Internet pornography is a constant challenge due to its easy accessibility. It is tough and the best suggestion I can give is try to avoid going to the porn sites. It is hard, yet it can be done.
May I jump onto this thread and share my own confession.
I have posted several times over the past couple of years and I find myself in that dreaded cycle.
Knowledge is not enough to change my heart and my habits.
I find myself today, in a ritual routine of Internet Porn and Masturbation. Nearly on a daily basis.
I have dealt with many issues and I have found that for all my previous behaviors, I have settled on this one.
Basically, I find my free sites in the morning with everyone asleep...act out...erase the evidence and then start my day. This is typically M-F as the week-ends, I am focused on family stuff.
I am 39, will be 40 next week...married for 17 years, two sons ages 16 and 17.
My wife and I have gone through Abuse recovery and Addiction recovery.
I find that when I focus on the addiction/recovery, I tend to fall and go into a binge mode. I also tend to obsess with sex and find myself manipulating my wife...but under my current set up...
Acting out alone in the morning, I can get through the day without turning into a jerk. I can focus on her and her needs without manipulating things so that she will have sex with me.
We enjoy our time together, doing things together...but when sex comes into the picture it turns into a 50/50 situation. We may do well together or it may trigger abuse/addiction emotions.
When I take care of this alone, I find that I am able to meet her needs with no expectations in return.
I like this feeling, but I don't like to face the demon of Porn/Masturbation...I know there is something better, but when I stop I feel as though I turn into an ugly monster.

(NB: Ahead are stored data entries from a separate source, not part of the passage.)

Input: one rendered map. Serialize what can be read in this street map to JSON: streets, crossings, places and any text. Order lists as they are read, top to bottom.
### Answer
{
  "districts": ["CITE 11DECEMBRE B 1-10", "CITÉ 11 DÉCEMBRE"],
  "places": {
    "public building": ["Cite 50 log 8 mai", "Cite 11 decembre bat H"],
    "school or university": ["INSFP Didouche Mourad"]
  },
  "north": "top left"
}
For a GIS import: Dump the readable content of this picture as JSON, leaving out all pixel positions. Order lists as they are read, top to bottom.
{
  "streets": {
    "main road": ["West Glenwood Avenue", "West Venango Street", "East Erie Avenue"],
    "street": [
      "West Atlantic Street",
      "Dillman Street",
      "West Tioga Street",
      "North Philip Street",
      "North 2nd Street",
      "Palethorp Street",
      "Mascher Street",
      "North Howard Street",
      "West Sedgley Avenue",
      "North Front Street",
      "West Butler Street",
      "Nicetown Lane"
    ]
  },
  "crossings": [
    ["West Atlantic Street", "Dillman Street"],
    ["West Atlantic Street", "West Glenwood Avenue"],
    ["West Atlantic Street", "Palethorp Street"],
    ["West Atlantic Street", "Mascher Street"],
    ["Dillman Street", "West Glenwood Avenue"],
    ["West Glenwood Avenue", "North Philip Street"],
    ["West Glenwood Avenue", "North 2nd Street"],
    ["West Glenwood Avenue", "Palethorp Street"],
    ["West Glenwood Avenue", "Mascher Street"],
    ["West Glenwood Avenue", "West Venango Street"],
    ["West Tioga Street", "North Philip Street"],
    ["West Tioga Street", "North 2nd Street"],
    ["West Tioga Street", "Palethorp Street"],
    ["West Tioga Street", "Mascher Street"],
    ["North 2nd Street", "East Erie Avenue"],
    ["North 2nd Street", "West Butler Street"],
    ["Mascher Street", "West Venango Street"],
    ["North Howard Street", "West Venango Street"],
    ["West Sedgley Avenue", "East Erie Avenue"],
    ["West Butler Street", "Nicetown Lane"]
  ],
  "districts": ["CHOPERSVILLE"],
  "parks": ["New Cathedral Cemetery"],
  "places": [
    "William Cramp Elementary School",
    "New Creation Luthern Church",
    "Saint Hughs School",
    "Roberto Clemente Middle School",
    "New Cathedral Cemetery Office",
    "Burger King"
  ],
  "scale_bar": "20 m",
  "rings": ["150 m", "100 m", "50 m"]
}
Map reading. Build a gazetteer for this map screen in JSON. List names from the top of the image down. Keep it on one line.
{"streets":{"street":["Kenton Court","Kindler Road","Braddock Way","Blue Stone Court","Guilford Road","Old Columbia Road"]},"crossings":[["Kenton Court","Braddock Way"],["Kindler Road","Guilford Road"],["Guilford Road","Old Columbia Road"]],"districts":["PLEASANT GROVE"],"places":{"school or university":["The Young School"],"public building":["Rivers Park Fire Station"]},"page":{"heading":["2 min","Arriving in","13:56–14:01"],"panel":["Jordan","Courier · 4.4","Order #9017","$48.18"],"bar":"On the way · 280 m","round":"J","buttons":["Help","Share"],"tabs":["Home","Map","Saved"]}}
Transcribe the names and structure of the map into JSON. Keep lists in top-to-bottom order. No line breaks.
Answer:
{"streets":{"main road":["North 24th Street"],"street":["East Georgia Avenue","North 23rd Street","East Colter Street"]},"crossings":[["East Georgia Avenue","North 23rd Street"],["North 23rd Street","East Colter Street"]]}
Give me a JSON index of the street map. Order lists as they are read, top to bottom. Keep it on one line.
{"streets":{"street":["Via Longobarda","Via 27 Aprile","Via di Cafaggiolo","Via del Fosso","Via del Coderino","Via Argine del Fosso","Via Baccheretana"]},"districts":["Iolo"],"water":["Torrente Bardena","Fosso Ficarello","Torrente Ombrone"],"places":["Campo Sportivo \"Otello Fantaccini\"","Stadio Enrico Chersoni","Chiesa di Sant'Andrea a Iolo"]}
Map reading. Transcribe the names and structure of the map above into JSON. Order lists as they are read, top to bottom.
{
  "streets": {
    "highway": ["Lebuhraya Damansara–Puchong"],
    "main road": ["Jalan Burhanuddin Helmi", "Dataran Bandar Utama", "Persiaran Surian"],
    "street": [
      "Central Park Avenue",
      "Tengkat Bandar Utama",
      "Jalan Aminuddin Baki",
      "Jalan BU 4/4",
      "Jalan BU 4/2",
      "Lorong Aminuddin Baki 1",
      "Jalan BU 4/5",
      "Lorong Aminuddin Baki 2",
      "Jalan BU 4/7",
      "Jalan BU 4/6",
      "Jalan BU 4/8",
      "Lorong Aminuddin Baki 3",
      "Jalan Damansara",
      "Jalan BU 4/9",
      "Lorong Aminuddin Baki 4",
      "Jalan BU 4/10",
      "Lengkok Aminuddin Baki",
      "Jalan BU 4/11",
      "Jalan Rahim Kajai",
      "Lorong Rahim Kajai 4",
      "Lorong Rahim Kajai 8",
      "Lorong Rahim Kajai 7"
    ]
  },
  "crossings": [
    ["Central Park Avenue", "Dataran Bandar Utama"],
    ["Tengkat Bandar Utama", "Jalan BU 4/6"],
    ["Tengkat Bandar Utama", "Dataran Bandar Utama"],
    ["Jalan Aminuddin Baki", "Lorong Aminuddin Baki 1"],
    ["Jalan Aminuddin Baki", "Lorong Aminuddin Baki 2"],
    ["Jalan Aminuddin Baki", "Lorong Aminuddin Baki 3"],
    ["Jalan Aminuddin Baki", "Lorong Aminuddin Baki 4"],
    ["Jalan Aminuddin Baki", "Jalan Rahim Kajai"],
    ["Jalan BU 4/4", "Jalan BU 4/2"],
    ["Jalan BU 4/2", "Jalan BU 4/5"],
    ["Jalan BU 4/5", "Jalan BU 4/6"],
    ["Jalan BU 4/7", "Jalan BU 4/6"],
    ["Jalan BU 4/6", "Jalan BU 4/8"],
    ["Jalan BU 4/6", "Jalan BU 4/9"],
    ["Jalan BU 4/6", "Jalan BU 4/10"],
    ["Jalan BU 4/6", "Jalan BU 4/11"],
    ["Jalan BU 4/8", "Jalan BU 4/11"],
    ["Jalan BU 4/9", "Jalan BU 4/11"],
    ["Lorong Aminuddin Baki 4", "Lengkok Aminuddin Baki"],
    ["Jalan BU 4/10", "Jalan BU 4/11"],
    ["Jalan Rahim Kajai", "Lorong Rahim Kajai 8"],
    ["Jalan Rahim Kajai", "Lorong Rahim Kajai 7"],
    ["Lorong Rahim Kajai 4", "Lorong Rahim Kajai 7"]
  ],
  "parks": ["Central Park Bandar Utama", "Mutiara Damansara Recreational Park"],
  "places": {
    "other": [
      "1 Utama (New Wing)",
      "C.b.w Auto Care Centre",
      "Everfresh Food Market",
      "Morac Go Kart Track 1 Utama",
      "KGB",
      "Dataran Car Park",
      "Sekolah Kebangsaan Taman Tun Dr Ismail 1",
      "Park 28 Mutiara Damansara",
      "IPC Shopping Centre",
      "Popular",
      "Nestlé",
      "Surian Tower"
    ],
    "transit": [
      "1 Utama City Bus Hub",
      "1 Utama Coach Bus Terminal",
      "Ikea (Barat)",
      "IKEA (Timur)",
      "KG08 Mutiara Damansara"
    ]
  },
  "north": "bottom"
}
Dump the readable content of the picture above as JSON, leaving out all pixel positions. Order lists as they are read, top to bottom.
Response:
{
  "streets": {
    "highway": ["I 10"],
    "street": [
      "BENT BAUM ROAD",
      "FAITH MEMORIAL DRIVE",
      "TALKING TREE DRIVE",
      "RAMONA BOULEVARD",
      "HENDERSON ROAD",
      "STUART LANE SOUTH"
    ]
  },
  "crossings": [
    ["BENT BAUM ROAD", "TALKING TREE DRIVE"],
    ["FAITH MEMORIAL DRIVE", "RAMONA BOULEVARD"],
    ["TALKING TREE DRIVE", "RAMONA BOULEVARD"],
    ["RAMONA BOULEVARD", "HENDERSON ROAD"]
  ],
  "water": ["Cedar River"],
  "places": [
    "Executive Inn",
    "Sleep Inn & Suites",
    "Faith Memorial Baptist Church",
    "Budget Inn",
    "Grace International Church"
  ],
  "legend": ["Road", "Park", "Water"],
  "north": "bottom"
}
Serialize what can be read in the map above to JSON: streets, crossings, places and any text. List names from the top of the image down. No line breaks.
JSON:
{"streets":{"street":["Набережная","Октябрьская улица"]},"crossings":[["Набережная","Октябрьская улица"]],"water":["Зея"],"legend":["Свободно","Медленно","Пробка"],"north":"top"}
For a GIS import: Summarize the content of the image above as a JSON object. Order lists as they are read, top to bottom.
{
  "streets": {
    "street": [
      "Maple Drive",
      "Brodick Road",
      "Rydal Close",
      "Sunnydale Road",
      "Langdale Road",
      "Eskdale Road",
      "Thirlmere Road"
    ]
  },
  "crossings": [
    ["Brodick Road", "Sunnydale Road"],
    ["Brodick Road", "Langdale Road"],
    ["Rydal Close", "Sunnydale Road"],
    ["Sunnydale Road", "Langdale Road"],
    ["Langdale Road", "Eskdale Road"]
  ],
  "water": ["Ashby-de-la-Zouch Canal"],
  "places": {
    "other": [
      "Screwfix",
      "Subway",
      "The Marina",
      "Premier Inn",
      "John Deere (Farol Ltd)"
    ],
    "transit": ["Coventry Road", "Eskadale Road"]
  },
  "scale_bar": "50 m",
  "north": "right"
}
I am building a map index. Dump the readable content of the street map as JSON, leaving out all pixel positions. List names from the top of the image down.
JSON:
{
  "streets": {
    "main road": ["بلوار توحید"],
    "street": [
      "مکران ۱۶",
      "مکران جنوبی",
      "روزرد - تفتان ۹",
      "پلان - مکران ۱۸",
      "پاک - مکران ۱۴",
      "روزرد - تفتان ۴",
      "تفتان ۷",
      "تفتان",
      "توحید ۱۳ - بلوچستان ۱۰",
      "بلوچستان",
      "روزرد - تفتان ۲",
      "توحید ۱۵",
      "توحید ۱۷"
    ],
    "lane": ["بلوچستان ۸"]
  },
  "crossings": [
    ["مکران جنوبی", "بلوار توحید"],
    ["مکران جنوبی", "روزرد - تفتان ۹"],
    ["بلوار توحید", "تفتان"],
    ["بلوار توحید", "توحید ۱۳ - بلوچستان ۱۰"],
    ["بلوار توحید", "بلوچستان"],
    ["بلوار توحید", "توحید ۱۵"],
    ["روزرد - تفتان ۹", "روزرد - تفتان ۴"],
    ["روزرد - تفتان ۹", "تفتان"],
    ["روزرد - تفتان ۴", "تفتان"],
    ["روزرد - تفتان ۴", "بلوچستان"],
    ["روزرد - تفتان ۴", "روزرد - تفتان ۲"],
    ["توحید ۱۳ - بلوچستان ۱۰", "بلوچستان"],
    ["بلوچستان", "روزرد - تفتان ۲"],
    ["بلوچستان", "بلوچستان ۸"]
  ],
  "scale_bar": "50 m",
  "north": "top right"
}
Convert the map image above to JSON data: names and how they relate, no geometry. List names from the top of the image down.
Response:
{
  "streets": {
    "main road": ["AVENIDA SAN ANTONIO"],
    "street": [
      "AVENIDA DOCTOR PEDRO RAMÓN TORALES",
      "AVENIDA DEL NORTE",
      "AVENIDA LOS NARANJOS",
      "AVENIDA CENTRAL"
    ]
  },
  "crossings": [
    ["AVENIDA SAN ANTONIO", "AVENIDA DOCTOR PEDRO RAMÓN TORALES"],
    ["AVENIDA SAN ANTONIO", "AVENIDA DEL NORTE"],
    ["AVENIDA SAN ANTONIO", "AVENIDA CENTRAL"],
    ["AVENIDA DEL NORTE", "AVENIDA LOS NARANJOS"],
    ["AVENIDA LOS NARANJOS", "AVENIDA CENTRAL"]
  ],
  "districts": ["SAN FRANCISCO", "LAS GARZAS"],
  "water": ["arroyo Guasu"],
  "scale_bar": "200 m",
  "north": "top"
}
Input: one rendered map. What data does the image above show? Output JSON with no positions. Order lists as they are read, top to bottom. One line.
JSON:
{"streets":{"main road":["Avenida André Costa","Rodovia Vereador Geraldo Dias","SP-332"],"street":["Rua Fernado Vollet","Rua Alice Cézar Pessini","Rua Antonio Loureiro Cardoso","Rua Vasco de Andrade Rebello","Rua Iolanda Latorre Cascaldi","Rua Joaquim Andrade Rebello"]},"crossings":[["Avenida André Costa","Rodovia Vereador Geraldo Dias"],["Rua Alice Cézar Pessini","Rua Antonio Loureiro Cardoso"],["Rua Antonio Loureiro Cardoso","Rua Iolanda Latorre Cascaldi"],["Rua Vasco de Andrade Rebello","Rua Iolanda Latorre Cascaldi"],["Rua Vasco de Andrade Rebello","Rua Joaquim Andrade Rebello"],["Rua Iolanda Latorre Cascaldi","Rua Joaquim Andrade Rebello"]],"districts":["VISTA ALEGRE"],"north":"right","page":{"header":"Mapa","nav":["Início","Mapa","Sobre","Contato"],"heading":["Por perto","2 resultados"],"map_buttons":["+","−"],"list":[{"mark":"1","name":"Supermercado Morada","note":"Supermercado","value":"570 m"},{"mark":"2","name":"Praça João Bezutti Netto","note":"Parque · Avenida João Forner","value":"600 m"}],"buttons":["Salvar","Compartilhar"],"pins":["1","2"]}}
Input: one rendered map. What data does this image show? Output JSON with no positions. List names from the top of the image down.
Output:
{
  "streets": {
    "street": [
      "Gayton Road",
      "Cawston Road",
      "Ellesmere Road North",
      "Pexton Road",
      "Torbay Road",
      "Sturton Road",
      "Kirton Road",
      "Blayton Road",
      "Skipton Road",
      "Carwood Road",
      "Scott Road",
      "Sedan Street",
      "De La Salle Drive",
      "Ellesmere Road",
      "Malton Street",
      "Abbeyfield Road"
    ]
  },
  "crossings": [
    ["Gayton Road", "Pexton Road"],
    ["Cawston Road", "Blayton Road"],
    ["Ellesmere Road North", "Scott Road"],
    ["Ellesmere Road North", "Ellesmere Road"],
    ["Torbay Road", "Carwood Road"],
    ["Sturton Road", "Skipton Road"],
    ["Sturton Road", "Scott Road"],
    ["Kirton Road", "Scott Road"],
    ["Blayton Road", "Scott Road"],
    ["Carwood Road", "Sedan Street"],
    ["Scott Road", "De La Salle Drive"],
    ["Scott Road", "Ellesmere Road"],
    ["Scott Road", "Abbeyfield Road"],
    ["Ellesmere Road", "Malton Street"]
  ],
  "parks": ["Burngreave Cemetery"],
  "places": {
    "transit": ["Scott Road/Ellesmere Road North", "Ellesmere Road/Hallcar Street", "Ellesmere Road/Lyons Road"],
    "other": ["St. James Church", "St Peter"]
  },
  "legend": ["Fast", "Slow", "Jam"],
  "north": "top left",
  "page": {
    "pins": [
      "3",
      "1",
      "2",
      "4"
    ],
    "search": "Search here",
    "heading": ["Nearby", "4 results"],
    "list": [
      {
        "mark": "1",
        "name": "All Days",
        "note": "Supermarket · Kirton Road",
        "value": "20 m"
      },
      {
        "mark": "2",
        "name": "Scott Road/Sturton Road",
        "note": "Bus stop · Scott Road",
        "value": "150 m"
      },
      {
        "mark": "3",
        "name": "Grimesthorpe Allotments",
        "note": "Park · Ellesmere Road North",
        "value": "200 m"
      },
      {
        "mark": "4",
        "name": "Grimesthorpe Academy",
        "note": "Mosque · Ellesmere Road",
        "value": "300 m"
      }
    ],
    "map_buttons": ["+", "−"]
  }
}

Is there anyone else facing this same final hurdle to being 100% sober? If so, how are you coping or finding things that could help in alleviating the drive while also enabling us to be the loving husbands we desire to be?
Dude no Problem, That is actually what I am here for. You are very welcome Sir. You can and will do this. We believe in you but ever more, God believes in you and He will never give up on you, so you don't give up on you either.
Aww my god I wanna honestly thank you for what you wrote...
Welcome welcome welcome. come on in and make yourself comfortable. You are not alone in this. We are here for you and we do love you. but God loves you more than words could ever say and much more than you will ever know.
Know this. The addiction can be broken and God has to do it. the only thing you have to do is make the decision to turn away from what your body wants. and to turn away from porn, but also to turn away from all sexual immorality. the Bible says flee from it. It is the only way you are going to get out of this trap and stay out. I do understand how uncomfortable that yearning is. I am 27 years old and I have been dealing with lustful imagery for almost 2 decades now and I stumbled onto masturbating about 14 or 15 years ago, I didn't find out that it was a sin until about 8 or 9 years ago. when I was growing up masturbation was such a taboo subject that I was never told that it was wrong because they never ever spoke of it, so I was doing that nearly every day for years and then I learned about it being a sin and tried to stop but I couldn't, it had me. so I understand how it feels to try to quit and not be able to do it.
take a firm stand in your mind and heart. Ask God to deliver you from this addiction, and for Him to give you something to do to replace those activities with things that are going to help build the Kingdom. and also ask God to create in you a hatred for the sin of not only porn but also of sexual impurity and immorality..
and that my friend is a very difficult fight. but it is doable with God's help. but just fighting porn and masturbation itself is not going to work without taking an active stance against sexual immorality.
There are people here who have been through just about any and every thing imaginable, and we are all here to help you and each other. This is a place of healing, love and recovery and not of judgment, condemnation or debate. so feel free to relax, you are safe here with us. Let God use us to love you back to health.
You can do this. and we are here to help you.